In Mongoose's defence, at least they are still selling their previous publications (I appreciate this brave new world where publishers embrace the past with pride, looking at you, Wizards').  So, is this a relaunch? Why and how is this greatly different from other systems which you can own whole volumes of at modest price?

I'm guessing that for the almost-oldies like me that this will be a curiosity purchase and maybe for new players it's a chance to start from scratch. Maybe it's a competitive response to the prolonged GDW Traveller 5 hardback kickstarter.  By the way, us non-backers of us can buy the PDF for that gem now as well ( T5 Traveller5 Core Rules Book )

Maybe I expect betas to be free and faulty, not alphas claiming to be betas.  A programmer friend had to explain the terminology to me. I guess it's snappier than "work in progress, pre-publication preview".

*I'm so broke at the moment that I'd really have to justify this to myself so I haven't bought it, even out of curiosity, yet.


White Star is finally available in print. :)

If you didn't know, White Star -White Box Science Fiction Roleplaying is an old-style of D&D intersecting with Star Wars and other space operas. Simple, fast, familiar, with blasters.

I printed the rules as an A5 booklet but it didn't turn out too well, so I’m assuming the DTRPG POD versions will be superior.
Naturally, I'm broke this week/ month, but it looks so shiny.
I still have to pay off that freighter, not to mention those bounty hunters we ran into in Milton Keynes.

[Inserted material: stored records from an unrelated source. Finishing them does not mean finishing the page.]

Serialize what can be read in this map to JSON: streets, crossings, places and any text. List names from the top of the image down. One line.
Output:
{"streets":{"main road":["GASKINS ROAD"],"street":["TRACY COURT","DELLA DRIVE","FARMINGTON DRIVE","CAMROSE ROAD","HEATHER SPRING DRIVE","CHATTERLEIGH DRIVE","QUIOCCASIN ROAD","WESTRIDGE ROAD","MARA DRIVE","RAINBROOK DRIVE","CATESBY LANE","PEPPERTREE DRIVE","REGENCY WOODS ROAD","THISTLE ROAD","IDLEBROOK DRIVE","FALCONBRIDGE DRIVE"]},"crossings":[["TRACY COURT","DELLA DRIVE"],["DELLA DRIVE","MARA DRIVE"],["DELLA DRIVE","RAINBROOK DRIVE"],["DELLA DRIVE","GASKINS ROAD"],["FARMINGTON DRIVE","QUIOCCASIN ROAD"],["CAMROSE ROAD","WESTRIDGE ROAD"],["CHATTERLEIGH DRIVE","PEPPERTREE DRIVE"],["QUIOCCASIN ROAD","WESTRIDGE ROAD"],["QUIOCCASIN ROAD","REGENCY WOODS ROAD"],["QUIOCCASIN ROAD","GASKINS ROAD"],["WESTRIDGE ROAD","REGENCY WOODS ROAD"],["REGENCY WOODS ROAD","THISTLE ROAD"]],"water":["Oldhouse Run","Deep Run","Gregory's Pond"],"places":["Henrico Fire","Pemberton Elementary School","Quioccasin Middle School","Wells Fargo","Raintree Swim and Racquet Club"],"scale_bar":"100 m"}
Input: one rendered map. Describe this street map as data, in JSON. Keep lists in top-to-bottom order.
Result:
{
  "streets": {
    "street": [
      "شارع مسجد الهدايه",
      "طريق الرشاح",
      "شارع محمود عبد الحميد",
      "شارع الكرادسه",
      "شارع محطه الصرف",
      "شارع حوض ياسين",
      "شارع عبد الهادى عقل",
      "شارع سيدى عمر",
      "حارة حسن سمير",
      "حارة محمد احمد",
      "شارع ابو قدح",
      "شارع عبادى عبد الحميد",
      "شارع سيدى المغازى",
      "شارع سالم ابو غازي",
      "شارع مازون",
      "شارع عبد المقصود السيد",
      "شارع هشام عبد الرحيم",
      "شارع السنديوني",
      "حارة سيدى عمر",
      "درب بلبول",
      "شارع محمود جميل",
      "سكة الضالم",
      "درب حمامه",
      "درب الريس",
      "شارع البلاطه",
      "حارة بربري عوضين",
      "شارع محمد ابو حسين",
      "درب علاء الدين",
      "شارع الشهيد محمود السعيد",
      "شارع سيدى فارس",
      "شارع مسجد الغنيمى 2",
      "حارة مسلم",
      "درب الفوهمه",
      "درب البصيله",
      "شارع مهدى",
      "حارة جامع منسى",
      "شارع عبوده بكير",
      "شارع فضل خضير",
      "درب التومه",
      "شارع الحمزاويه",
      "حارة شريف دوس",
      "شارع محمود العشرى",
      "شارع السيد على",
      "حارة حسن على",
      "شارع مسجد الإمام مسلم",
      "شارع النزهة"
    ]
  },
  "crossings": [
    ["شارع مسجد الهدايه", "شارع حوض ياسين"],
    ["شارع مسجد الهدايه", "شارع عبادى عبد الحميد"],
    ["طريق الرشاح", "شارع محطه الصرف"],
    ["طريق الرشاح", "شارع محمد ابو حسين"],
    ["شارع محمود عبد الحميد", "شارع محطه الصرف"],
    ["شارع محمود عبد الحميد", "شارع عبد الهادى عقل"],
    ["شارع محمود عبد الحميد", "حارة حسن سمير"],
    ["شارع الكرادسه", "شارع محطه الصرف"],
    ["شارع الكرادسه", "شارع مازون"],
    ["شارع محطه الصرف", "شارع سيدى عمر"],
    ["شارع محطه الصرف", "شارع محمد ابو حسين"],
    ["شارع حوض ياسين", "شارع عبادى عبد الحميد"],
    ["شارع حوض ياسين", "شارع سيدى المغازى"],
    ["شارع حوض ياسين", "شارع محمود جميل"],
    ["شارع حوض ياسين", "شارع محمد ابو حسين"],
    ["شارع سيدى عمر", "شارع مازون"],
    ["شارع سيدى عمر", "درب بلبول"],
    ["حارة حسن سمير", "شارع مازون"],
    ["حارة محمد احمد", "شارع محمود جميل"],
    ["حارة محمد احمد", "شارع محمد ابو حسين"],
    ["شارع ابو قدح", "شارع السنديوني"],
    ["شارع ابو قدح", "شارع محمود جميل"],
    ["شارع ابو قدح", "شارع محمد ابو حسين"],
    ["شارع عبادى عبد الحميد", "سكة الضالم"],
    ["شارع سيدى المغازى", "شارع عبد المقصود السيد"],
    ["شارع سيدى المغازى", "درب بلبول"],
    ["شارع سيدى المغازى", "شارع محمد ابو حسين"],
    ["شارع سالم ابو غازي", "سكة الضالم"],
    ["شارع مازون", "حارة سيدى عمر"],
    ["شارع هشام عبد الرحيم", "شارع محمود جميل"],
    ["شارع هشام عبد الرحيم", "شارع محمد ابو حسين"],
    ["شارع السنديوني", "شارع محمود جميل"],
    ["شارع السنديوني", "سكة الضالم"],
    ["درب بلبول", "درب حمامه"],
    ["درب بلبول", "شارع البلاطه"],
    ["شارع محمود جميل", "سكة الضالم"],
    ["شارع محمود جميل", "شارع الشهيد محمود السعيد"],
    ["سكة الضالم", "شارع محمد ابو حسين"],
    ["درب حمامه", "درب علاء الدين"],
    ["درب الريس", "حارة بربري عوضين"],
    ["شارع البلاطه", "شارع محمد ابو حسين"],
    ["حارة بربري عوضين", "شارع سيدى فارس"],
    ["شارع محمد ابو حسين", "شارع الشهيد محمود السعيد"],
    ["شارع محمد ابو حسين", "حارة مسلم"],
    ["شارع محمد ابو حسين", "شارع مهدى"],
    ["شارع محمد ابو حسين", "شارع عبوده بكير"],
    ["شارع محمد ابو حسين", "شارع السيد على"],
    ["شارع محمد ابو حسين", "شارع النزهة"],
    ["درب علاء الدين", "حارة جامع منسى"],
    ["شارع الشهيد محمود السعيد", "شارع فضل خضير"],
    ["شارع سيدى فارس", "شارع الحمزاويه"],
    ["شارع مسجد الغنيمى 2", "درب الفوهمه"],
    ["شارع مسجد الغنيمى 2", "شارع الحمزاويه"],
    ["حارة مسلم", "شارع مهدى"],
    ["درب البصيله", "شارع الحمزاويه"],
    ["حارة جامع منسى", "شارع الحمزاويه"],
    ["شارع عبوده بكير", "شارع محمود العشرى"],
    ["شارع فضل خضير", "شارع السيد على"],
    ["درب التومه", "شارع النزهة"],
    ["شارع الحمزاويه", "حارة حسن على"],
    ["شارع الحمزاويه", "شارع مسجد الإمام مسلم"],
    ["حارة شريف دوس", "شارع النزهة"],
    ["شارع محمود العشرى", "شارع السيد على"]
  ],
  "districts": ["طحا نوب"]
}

A D&D Dragon Quest Game boxed set (TSR) thudded heavily onto my door mat last week.  This is a flashback to the missing years.  I didn't play D&D much in the early 1990s, I was playing mostly in the middle of the 80s. In the 90's AD&D went to 2nd edition and for the newbie players TSR brought out several introductory box sets.  Also Game Workshop (my Mecca, my dealer) by then had stopped importing RPGs.   Naturally, I've collected more games since, but one box missing from my collection was D&D Dragon Quest (not to be confused with DragonBall-Z or SPI's DragonQuest RPG). Any how, long story short, a chat in a facebook group led to me buying this shrink-wrapped gem for a song.  If you are fond of the B/X style game or want to introduce people to AD&D or AD&D2e this game is very accessible. Also it's a "complete" game system, much like boxed games such as Hero Quest, with some simplified and unlimited experience rules.  If you choose to keep playing with just this set using your own campaigns, you can.  I feel this is important to mention, since so many of the gateway boxes after BECMI (from TSR and Wizards') were deliberated hobbled to encourage purchase of the main products.  I think I had seen this set in the past and had ignored it, possibly confusing it with Dragon Strike which has that VHS tape and employs photos for PCs instead of art.  I will always will art over oily barbarian photos any day.  This is another reason to perhaps seek out D&D Dragon Quest, because it is an archive of TSR colour art, pulled together from cover and filler art from the different editions and iconic Dragonlance images.
Entry on BoardGameGeek  Review on Lost and the Damned nabble forum


The following item has but been long awaited but is now bookmarked on my shopping list:

Tunnels & Trolls Deluxe Edition is finally available as a PDF (outside of the Kickstarter) on DriveThruRPG. Currently it is $20 USD.  Like many I'm a fan of the 5th edition (plus WIZ/POW house rules), and slowly 7.5 has grown on me.  The nice thing about T&T at it's heart the same authors have kept to similar rules across the editions, but what they have done is expanded aspects and provided a wealth of background and campaign information. Curiously, it was the lack of "world" which made 5 appeal to me, which meant I could fully own the campaigns with my own creations, right down to the monsters, because of the easy to use monster rating system.  Being T&T, the bestiaries only ever resemble the Monster Manual in part and even the seasoned D&D player might not know what to expect from a T&T manticore with regards to how it's special attacks are implemented.  There's usually enough eccentricity in T&T to make a player think twice about where they actually are and what they are actually doing.  Being slightly reserved and rather serious about my tabletop fantasies I sometimes agree that some of the humour throughout the rules isn't necessary for the fun, and it's a mistake to dismiss T&T as silly and puerile, or just for solo games, in the same way that it is wrong to dismiss old D&D as TPK dungeon crawling.  In the right hands, compared with other systems, T&T has always been very powerful and fast moving imagination vehicle.  I am in no doubt that this will still be the case in T&T Deluxe.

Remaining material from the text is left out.